From 2012-16, the manager with the best “good decision” rate — measured (through a complex formula) by which skipper’s batters recorded the best balls-to-strikes ratio — was Dusty Baker, of the Reds (2012-13) and Nationals (2016), who registered a 61.91 percent rate. Girardi came in last at 61.51 percent. The differential between Baker and Girardi, Carleton calculated, can lead to one extra win per season for a team.
Carleton built on that and came up with “Grind runs” per season, which he did by adding batters’ selectivity and pitchers’ strikes-to-balls ratio against opponents. From 2012-16, Bud Black of the Padres (2012-15) topped the list with 9.68 grind runs per season, and Girardi placed last, again, with minus-7.57.
Interestingly, when Carleton updated his counts for 2013-17, Girardi fared better: He rose out of the bottom five in good decision rate, and he jumped to third-worst with minus-3.25 grind runs per season, trailing Walt Weiss (minus-7.57 with the Rockies from 2013-16) and the Cardinals’ Mike Matheny (minus-4.78). Girardi improved with the 2017 Yankees, who gained notoriety for their dugout and on-the-field bonding hijinks and who memorably overcame an 0-2 deficit against the Indians in the AL Division Series.

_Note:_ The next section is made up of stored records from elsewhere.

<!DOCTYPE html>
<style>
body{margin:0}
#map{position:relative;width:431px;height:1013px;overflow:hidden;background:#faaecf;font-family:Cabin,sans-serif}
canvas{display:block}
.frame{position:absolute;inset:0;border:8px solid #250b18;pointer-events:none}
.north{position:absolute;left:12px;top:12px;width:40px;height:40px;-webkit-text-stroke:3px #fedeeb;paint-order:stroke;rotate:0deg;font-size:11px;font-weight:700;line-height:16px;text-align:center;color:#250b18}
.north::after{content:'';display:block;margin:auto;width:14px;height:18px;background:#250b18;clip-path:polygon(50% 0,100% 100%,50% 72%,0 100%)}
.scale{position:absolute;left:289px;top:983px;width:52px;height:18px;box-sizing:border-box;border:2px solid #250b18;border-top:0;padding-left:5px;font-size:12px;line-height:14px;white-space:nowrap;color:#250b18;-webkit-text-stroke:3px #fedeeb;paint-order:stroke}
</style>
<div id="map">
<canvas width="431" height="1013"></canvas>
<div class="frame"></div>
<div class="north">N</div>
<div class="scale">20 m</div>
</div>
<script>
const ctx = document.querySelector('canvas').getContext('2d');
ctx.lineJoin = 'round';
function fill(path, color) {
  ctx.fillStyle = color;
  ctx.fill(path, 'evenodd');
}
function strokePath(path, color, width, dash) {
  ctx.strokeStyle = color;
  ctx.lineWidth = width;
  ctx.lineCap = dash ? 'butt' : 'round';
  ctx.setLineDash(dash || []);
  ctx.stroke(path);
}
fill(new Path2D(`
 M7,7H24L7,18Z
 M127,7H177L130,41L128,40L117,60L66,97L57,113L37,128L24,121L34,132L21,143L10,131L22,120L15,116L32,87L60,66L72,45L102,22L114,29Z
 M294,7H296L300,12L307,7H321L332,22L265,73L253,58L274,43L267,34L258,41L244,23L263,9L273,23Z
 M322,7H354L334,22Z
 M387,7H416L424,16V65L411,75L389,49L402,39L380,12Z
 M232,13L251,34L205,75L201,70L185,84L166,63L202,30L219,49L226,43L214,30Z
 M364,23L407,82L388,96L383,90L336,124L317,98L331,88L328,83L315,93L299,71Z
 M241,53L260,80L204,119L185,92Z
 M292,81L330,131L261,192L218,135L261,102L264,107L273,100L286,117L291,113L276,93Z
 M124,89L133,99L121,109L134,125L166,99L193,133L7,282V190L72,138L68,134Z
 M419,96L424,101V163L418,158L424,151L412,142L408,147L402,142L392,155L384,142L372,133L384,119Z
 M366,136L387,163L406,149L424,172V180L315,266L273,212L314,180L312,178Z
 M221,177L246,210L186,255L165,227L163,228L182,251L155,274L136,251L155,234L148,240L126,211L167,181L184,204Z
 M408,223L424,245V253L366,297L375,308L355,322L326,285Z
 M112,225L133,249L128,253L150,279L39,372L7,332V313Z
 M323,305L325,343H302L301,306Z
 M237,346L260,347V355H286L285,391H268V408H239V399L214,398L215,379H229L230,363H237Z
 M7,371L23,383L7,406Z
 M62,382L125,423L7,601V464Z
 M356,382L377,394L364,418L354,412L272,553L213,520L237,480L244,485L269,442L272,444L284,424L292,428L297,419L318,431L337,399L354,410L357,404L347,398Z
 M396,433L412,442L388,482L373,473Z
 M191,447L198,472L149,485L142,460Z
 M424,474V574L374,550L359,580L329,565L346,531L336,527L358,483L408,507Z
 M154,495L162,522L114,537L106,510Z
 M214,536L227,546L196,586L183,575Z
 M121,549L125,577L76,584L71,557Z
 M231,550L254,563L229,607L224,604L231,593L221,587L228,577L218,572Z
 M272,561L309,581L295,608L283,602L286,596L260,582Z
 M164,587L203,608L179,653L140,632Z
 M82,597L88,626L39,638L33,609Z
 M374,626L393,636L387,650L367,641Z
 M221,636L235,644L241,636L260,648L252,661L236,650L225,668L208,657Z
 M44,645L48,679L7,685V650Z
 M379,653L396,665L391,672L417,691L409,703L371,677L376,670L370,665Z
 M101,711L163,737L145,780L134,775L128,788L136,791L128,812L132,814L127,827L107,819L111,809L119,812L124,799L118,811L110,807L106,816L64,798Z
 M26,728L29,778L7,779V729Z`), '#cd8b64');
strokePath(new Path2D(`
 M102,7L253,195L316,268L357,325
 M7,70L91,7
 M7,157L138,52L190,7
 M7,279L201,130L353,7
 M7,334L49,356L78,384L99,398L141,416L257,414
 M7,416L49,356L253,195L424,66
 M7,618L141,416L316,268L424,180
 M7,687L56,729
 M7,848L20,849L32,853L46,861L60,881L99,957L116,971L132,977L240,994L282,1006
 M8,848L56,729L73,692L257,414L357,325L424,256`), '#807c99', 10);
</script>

Carleton said in a telephone interview Wednesday that this study emanated from an interest in quantifying managers’ performance.
“We know the tactical stuff is not as important as anyone thinks it is,” he explained. “So what the hell does a manager do?”
Asked if he has shared this study with teams, Carleton declined comment.
Can Boone’s serenity lead to selectivity? We’ll monitor it and everything else about his performance as the sample size grows in conjunction with the scrutiny.